Para Zonzin, não é hora de flexibilizar indiscriminadamente as medidas de segurança como, por exemplo, a reabertura de escolas, justamente para manter a infecção sob controle e, desta forma, não facilitar a transmissão da nova variante. “A vacina está chegando a conta-gotas. Por conta disso, eu teria uma postura mais contida, mais prudente, e aguardaria o desenrolar desses próximos meses ou, pelo menos, semanas, para determinar a reabertura das escolas. Sei que ficar sem aulas é uma situação horrível, mas já estamos assim há um ano.
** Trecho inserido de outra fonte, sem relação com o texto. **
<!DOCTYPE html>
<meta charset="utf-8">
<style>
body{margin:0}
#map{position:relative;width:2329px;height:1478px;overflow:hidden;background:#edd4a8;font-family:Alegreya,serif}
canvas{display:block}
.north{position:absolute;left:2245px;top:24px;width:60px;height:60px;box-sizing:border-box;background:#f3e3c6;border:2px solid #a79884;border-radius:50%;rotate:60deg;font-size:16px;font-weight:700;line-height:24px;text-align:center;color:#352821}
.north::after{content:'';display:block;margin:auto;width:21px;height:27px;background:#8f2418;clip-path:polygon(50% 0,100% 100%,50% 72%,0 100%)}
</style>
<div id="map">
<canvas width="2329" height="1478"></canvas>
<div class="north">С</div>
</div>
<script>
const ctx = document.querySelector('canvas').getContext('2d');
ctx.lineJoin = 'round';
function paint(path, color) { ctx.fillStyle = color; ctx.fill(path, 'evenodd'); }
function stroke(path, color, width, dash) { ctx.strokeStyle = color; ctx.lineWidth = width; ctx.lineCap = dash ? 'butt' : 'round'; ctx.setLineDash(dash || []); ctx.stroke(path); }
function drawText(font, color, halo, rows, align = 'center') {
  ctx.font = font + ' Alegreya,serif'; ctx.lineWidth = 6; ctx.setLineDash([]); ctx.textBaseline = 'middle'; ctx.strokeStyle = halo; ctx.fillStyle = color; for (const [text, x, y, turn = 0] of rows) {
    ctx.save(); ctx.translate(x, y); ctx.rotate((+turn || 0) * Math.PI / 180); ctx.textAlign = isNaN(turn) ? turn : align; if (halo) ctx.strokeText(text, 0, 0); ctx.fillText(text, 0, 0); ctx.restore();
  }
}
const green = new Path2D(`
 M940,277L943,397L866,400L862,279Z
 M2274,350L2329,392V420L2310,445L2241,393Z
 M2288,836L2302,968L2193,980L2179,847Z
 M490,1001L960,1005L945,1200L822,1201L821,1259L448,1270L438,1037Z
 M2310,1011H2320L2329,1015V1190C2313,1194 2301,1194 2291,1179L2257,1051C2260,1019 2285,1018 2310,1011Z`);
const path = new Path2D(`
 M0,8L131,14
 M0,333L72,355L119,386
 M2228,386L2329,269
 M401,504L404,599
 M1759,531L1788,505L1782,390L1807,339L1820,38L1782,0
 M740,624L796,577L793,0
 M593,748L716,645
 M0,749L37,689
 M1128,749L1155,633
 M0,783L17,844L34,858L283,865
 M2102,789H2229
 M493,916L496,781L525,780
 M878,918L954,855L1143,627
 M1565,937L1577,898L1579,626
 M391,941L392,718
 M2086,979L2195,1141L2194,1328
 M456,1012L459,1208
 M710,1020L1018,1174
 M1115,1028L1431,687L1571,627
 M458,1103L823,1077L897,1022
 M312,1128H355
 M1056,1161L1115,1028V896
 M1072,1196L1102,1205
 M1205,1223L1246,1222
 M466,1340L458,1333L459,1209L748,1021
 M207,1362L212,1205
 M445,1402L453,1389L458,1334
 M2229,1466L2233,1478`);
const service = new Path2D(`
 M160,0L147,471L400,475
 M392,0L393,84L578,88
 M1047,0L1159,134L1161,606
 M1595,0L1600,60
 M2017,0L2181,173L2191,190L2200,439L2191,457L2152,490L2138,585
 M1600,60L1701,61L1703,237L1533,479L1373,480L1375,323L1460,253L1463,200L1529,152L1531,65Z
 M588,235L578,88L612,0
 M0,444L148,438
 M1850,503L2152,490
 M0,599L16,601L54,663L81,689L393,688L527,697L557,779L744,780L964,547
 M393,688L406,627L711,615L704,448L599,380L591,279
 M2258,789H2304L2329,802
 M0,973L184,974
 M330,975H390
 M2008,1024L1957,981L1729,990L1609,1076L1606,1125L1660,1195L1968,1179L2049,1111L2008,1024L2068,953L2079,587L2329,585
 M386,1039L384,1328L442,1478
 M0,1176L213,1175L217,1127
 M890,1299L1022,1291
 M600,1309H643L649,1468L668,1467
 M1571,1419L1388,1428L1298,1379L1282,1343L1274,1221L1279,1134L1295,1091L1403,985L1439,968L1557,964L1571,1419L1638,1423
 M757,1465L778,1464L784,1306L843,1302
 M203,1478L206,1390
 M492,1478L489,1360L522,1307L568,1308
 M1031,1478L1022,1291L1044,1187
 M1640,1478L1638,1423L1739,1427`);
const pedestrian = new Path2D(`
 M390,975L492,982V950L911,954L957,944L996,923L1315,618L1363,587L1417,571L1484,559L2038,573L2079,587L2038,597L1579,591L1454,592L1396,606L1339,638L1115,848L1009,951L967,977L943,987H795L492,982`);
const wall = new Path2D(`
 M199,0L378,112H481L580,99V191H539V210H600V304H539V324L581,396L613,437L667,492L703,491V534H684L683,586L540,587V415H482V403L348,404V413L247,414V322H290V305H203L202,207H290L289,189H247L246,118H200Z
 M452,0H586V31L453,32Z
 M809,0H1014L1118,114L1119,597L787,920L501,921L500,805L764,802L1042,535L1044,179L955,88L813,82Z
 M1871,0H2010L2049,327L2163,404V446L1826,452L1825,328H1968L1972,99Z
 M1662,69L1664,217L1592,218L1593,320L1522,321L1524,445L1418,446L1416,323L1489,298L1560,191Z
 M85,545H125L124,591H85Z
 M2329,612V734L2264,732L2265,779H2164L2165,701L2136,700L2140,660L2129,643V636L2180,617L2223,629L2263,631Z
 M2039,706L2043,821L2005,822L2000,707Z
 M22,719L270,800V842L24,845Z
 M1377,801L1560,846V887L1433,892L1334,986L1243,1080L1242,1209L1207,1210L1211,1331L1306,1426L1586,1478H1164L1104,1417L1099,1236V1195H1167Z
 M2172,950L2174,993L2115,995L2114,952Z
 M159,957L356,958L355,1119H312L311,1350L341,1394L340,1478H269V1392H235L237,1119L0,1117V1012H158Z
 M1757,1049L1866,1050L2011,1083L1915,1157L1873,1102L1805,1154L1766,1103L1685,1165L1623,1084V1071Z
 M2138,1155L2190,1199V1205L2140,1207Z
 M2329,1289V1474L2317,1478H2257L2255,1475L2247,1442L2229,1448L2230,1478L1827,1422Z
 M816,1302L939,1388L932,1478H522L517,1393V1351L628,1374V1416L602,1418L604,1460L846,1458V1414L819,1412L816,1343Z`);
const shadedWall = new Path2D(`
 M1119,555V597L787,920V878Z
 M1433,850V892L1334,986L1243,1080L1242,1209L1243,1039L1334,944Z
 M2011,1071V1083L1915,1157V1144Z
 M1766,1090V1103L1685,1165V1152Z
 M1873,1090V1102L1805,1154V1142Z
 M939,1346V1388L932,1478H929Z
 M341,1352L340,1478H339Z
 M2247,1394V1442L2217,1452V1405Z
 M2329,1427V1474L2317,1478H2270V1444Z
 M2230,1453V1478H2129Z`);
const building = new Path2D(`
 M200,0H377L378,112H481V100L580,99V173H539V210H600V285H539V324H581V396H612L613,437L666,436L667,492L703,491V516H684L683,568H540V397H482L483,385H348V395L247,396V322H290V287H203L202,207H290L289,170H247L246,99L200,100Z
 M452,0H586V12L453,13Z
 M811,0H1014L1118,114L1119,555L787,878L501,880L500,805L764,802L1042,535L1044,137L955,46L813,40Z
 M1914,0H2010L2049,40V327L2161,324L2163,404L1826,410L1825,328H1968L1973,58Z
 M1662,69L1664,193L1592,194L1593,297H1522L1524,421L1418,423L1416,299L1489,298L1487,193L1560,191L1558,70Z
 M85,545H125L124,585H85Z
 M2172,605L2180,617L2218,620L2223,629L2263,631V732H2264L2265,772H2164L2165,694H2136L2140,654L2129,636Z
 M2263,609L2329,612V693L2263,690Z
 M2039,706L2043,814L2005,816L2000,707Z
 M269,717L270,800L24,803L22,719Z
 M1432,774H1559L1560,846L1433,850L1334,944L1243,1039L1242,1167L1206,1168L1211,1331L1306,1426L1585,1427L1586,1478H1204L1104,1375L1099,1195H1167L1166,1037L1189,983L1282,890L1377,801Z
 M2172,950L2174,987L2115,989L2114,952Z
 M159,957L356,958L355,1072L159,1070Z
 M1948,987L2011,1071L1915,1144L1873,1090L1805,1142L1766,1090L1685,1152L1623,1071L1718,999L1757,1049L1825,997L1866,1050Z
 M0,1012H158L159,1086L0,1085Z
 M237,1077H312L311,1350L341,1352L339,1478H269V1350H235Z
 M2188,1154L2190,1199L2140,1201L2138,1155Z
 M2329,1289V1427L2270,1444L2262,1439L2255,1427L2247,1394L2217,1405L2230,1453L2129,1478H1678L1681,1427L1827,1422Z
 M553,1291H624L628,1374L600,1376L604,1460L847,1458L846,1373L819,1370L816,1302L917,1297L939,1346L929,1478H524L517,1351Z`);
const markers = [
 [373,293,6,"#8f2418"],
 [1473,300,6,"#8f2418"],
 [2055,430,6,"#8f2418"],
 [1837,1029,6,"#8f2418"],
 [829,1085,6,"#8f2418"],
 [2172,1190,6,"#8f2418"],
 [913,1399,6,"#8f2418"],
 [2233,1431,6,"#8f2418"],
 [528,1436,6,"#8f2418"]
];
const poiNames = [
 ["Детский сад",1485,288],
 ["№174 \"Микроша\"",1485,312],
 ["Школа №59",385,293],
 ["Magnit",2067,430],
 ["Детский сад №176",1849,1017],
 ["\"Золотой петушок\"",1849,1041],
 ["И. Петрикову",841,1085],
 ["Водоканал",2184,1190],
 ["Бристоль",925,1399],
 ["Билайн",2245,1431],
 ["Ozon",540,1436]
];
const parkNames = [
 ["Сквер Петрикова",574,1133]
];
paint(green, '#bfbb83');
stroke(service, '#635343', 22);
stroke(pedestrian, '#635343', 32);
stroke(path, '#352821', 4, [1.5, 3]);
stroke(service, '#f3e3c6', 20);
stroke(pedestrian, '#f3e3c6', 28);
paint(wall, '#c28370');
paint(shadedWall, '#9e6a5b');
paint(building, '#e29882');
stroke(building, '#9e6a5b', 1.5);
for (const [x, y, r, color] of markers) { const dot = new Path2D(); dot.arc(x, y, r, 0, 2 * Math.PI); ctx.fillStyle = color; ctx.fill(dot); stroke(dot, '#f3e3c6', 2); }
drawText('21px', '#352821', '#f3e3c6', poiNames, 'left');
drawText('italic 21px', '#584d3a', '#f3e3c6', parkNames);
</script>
E agora já identificamos a presença da doença na sua forma grave em faixas etárias mais baixas, inclusive em crianças. Portanto, é preciso ter essa sensibilidade para vermos se o cenário vai mudar, se a pandemia vai acelerar, se vai ter aumento pediátrico ou não, e se vamos conseguir aumentar a cobertura vacinal. Me parece prudente procrastinar esse retorno. Estamos em momento de muitas dúvidas, justamente por isso a prudência sempre é o melhor caminho”, avaliou.
Com relação à diminuição de internação dos idosos, Zonzin alega que o fato nada tem a ver com a vacinação, pois a quantidade de idosos vacinados é mínima para representar um cinturão de imunização. “Não me parece pertinente, por uma questão matemática. O número de pessoas vacinadas é irrisório para que a gente possa dizer que refletiu nos casos de internação. O que pode explicar a diminuição da infecção grave em idosos é o fato de que a maioria deles realmente está ficando em casa. Em países como Israel, já se pode identificar reflexos positivos porque um número gigantesco de pessoas já foi vacinado”, observou o pneumologista.